▸ WHAT NEEDS TO BE DONE:
Your task is to repeat, word for word, the line containing "Input: one rendered" and all lines that follow it to the end of the material, and no other lines.

▸ INFORMATION SUPPLIED:
##############################

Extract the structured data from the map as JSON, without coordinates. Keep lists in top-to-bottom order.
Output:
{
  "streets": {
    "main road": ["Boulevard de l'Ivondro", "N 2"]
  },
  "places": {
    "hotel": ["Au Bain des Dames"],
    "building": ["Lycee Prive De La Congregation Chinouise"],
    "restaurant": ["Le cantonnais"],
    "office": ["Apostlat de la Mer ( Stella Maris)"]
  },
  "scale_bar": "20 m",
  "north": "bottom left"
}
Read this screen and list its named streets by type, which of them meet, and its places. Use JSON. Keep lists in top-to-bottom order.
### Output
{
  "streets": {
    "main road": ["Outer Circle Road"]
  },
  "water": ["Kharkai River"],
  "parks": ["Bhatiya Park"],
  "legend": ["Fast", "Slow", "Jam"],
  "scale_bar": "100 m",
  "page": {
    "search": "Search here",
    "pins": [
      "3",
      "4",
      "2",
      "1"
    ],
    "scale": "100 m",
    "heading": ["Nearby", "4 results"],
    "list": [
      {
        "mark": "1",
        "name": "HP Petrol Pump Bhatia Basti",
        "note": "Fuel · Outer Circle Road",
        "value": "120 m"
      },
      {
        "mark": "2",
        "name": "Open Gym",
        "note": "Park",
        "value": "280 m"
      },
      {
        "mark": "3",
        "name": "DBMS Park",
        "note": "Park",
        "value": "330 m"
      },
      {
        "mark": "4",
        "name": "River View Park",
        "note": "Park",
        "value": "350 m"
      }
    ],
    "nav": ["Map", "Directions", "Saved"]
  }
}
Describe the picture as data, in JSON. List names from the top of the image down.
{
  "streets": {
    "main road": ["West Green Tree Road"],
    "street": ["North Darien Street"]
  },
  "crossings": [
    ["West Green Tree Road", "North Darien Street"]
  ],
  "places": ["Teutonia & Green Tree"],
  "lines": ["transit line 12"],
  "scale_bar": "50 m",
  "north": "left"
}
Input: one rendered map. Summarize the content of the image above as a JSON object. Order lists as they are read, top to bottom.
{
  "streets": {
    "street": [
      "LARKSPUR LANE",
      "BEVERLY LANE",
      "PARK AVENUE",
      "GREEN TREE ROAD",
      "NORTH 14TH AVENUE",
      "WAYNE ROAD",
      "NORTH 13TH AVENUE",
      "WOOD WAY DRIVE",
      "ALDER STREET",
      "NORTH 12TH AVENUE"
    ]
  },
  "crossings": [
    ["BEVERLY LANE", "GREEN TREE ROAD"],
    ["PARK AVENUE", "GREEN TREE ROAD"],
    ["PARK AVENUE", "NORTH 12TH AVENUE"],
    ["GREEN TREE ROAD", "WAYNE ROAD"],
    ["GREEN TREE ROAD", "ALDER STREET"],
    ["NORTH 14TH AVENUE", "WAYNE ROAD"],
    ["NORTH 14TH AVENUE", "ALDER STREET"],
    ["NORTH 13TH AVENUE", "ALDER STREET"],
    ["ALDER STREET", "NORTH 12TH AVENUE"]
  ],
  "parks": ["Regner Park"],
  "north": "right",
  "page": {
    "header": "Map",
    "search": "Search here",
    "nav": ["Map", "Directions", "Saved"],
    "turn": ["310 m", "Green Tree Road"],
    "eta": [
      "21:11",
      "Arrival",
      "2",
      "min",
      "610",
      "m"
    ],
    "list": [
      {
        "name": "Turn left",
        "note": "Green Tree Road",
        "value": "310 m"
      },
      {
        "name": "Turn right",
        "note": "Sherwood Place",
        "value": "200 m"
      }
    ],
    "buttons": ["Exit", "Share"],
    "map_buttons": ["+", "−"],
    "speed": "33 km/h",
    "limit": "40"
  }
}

##############################

▸ EXPECTED ANSWER:
Input: one rendered map. Summarize the content of the image above as a JSON object. Order lists as they are read, top to bottom.
{
  "streets": {
    "street": [
      "LARKSPUR LANE",
      "BEVERLY LANE",
      "PARK AVENUE",
      "GREEN TREE ROAD",
      "NORTH 14TH AVENUE",
      "WAYNE ROAD",
      "NORTH 13TH AVENUE",
      "WOOD WAY DRIVE",
      "ALDER STREET",
      "NORTH 12TH AVENUE"
    ]
  },
  "crossings": [
    ["BEVERLY LANE", "GREEN TREE ROAD"],
    ["PARK AVENUE", "GREEN TREE ROAD"],
    ["PARK AVENUE", "NORTH 12TH AVENUE"],
    ["GREEN TREE ROAD", "WAYNE ROAD"],
    ["GREEN TREE ROAD", "ALDER STREET"],
    ["NORTH 14TH AVENUE", "WAYNE ROAD"],
    ["NORTH 14TH AVENUE", "ALDER STREET"],
    ["NORTH 13TH AVENUE", "ALDER STREET"],
    ["ALDER STREET", "NORTH 12TH AVENUE"]
  ],
  "parks": ["Regner Park"],
  "north": "right",
  "page": {
    "header": "Map",
    "search": "Search here",
    "nav": ["Map", "Directions", "Saved"],
    "turn": ["310 m", "Green Tree Road"],
    "eta": [
      "21:11",
      "Arrival",
      "2",
      "min",
      "610",
      "m"
    ],
    "list": [
      {
        "name": "Turn left",
        "note": "Green Tree Road",
        "value": "310 m"
      },
      {
        "name": "Turn right",
        "note": "Sherwood Place",
        "value": "200 m"
      }
    ],
    "buttons": ["Exit", "Share"],
    "map_buttons": ["+", "−"],
    "speed": "33 km/h",
    "limit": "40"
  }
}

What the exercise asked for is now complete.